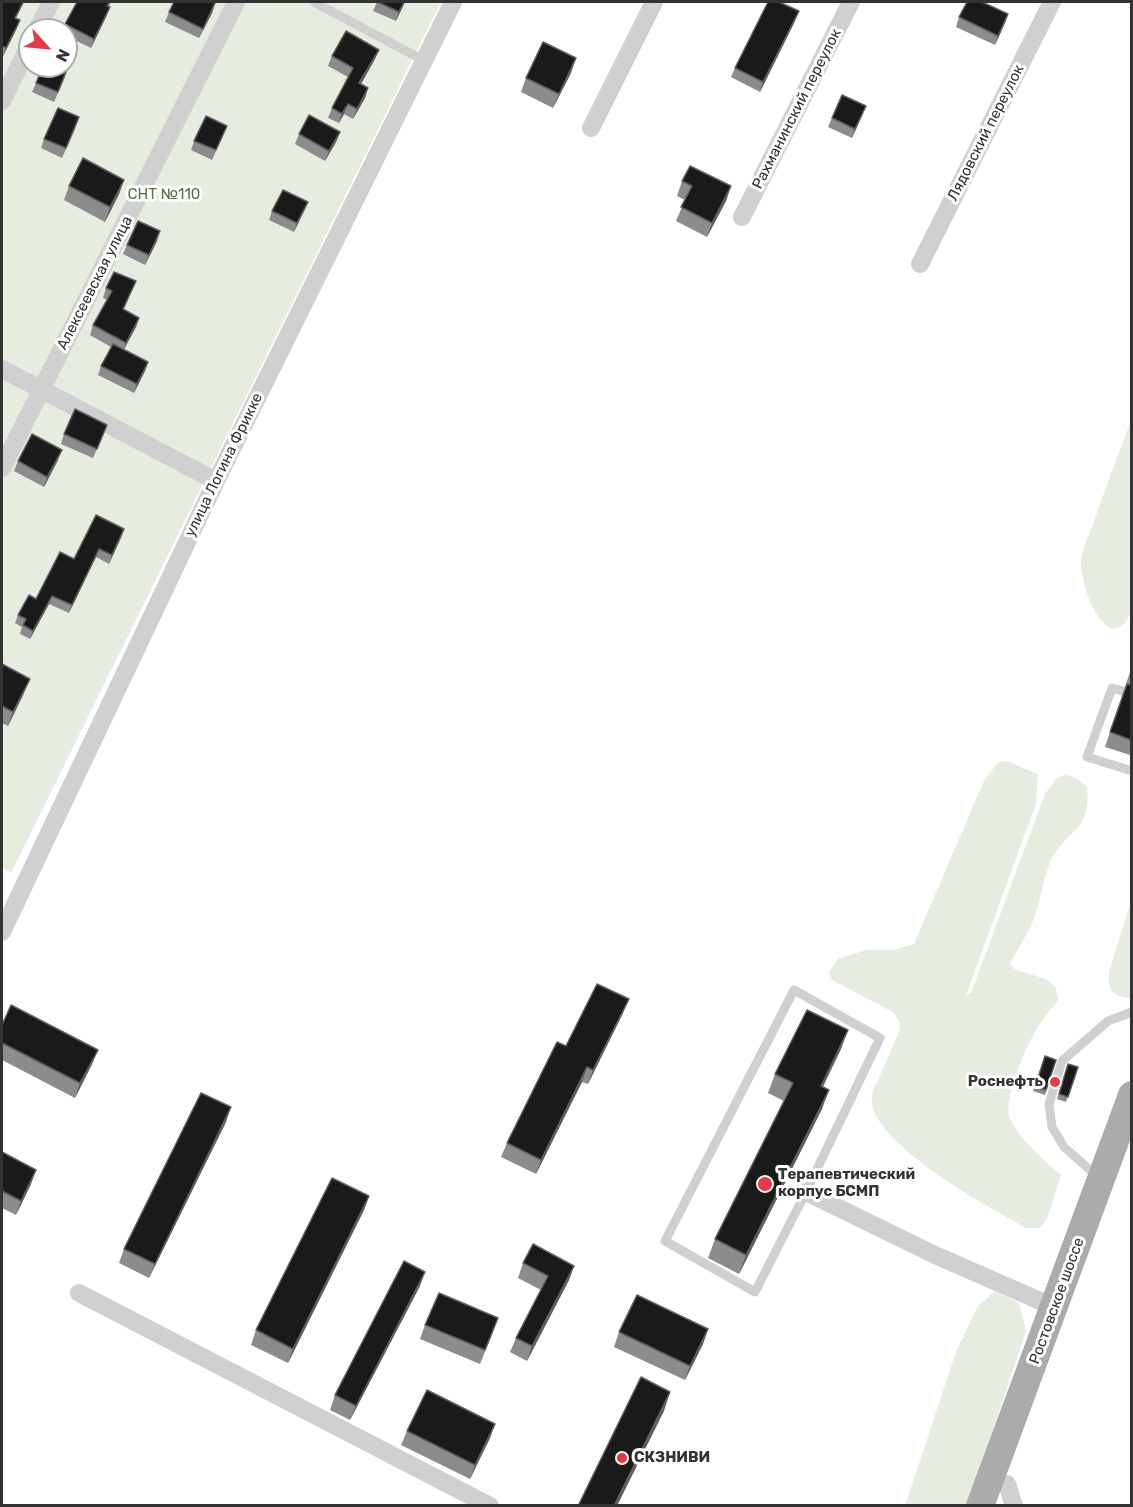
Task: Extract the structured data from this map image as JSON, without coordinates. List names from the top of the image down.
{
  "streets": {
    "main road": ["Ростовское шоссе"],
    "street": [
      "Рахманинский переулок",
      "Лядовский переулок",
      "Алексеевская улица",
      "улица Логина Фрикке"
    ]
  },
  "parks": ["СНТ №110"],
  "places": ["Роснефть", "Терапевтический корпус БСМП", "СКЗНИВИ"],
  "north": "bottom right"
}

- - - -

What is needed here is an exact transcription of every record above, with images excluded.

Task: Extract the structured data from this map image as JSON, without coordinates. List names from the top of the image down.
{
  "streets": {
    "main road": ["Ростовское шоссе"],
    "street": [
      "Рахманинский переулок",
      "Лядовский переулок",
      "Алексеевская улица",
      "улица Логина Фрикке"
    ]
  },
  "parks": ["СНТ №110"],
  "places": ["Роснефть", "Терапевтический корпус БСМП", "СКЗНИВИ"],
  "north": "bottom right"
}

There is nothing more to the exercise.